The presence of antivitamin agent in livestock feed may cause kidney and liver damage (Bone 1979). However, moringa leaves are rich in vitamins (Makkar and Becker, 1997; Nambiar and Seshadri, 1998; Nambiar and Seshadri, 2001) and there is no study available on the presence of antivitamin agents or activities in moringa leaves, but it has been reported that moringa leaves and moringa leaf meal are good sources of feed for livestock, fish, rabbits, laying hens, broiler chickens, growing sheep, and cross-bred cows (Afuang et al., 2003; Sarwatt et al., 2004; Dongmeza et al., 2006). Moringa leaves are palatable for livestock aside the antinutritional factors. These studies demonstrate that moringa have rich in nutrient than other leafy vegetables or fodders.

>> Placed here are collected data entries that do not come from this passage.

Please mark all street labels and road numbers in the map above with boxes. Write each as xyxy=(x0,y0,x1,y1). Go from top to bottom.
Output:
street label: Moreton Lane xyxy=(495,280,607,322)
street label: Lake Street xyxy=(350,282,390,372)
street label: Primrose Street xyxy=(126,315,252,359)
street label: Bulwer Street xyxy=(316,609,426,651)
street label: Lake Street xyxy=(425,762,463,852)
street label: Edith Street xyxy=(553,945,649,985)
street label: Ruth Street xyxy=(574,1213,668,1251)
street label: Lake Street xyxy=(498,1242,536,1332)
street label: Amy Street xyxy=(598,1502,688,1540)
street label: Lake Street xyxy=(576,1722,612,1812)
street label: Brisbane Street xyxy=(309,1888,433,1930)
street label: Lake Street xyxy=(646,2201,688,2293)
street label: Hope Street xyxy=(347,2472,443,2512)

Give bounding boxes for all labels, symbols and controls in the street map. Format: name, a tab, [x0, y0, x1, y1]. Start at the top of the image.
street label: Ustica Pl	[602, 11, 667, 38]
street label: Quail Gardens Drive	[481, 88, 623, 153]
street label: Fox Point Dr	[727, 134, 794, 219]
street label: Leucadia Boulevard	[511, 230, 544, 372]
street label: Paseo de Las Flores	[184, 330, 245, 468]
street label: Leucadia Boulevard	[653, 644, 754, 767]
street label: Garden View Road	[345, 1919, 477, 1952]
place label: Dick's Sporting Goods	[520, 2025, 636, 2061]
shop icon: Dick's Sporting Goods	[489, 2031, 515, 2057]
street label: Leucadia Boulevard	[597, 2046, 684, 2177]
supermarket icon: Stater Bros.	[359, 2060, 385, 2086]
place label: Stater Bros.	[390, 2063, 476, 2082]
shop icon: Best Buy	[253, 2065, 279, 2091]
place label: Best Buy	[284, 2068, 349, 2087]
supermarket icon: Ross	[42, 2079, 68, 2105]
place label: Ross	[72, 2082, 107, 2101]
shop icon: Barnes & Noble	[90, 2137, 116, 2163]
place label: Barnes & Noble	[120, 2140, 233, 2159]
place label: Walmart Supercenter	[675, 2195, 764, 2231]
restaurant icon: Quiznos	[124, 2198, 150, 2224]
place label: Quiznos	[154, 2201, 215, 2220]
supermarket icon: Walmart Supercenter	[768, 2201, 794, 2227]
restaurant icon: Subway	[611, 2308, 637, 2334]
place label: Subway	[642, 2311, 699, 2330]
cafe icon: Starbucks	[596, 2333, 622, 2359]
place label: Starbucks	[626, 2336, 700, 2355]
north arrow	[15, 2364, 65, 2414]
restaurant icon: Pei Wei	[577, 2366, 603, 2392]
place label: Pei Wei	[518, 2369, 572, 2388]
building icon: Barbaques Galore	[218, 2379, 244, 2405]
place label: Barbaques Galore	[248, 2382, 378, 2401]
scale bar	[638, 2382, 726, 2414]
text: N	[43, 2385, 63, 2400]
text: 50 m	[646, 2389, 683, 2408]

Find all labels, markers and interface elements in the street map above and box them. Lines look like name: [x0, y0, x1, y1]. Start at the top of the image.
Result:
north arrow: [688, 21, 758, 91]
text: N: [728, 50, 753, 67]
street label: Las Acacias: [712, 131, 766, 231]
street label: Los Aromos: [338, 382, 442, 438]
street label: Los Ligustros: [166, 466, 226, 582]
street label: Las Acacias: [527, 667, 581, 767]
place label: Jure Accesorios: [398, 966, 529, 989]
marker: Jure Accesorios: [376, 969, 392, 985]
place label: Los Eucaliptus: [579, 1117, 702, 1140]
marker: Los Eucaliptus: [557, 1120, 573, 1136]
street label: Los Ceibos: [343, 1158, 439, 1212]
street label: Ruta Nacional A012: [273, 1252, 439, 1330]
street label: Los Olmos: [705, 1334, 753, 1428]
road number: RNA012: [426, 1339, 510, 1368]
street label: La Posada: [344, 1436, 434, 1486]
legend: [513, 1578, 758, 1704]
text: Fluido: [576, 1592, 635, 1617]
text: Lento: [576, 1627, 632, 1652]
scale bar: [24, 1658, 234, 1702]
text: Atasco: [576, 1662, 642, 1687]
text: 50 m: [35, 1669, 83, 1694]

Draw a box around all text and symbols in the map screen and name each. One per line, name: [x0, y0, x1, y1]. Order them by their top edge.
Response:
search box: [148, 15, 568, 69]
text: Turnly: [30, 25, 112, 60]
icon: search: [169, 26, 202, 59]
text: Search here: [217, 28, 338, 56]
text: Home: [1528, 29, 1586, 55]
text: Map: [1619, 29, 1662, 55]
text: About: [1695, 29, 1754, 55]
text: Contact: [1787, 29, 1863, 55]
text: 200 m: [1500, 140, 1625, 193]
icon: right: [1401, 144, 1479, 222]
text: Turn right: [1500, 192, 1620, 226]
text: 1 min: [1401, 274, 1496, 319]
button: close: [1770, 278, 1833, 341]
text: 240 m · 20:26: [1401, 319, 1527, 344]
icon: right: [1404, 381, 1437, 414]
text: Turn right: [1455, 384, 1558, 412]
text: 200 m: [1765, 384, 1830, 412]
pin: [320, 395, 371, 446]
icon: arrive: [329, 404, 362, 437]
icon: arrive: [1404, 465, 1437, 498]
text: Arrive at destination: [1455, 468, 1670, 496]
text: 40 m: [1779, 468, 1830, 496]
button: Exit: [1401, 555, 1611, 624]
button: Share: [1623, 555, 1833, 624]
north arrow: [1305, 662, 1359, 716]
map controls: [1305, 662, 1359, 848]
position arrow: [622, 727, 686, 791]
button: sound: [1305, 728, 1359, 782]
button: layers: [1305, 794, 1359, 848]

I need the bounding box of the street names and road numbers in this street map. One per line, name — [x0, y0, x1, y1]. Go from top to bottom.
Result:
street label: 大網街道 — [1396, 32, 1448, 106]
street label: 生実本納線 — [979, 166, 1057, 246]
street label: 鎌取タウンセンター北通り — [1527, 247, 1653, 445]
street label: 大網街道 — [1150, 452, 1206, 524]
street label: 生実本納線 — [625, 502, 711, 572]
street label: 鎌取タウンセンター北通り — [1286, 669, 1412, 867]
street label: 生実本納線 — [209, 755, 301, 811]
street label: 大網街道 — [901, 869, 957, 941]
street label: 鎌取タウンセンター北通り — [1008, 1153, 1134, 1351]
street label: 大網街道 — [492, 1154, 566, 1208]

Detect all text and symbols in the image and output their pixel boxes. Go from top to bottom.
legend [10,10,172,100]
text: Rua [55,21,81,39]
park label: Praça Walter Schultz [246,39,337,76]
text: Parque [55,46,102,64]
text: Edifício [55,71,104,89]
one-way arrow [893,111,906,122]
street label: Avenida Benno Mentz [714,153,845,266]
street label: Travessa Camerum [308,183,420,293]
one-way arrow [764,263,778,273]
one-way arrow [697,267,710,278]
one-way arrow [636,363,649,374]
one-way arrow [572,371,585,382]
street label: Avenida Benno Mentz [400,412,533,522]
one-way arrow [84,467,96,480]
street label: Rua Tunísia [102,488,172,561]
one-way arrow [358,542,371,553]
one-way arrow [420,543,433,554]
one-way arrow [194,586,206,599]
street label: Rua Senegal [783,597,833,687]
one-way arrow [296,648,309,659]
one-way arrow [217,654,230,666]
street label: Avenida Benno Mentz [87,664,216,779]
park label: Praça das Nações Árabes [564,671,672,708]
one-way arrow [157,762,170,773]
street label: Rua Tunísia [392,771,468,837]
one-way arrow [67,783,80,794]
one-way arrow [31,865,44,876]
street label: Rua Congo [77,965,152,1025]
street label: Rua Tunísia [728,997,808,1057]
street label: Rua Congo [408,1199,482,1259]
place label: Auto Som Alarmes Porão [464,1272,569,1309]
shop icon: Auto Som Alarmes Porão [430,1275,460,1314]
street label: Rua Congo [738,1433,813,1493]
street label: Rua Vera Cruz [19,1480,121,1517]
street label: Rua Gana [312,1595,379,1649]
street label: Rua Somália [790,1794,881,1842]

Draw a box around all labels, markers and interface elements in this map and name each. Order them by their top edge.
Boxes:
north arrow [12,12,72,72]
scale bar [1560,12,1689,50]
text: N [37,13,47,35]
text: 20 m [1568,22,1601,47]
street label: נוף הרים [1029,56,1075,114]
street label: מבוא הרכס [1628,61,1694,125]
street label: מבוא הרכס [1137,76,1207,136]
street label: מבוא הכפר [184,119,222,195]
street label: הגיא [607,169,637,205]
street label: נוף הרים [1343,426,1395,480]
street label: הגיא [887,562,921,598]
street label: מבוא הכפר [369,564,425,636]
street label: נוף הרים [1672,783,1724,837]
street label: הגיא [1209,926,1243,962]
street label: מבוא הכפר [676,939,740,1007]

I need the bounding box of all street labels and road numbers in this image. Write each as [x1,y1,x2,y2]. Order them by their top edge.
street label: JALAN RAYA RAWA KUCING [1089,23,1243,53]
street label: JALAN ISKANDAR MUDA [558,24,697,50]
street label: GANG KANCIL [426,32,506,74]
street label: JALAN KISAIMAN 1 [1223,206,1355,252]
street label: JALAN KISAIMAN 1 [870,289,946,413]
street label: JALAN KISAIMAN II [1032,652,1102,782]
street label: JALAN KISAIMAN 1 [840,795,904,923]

G.Conclusion and future perceptive
M. oleifera has gained popularity as a source of dietary feed stuff for livestock and
feed industry. Current and ongoing researches have revealed that M. oleifera is a vital plant that having multifunction approach in livestock production systems. Studies have revealed the rich nutrients content and bioactive compounds in M. oleifera leaves, seeds and stems indicating that its application in animal feed improve nutritional status and livestock production. However, information about nutritional composition of other plant-parts of plant including the flowers, pods and roots is scars. On addition, M. oleifera consumption has been reported to improve endogenous antioxidants as well as to prevent excessive production of free radicals. However, further research are required to investigate the bioavailability of its nutrients and phytochemicals upon consumption. There are positive reported on the use of M. oleifera in livestock diets as it increase livestock health, performance and product quality, despite that there is presence of some anti nutritional factors which might be reduce the inclusion level. Moreover, research focusing on effect of the M. oleifera plant consumption on performance of other livestock species (e.g. cattle, sheep, goat) and products quality (e.g. milk, meat, egg “,wool quality) and other areas considering environmental impact and socio-economic impact would be arising curiosity and more researches required towards these area.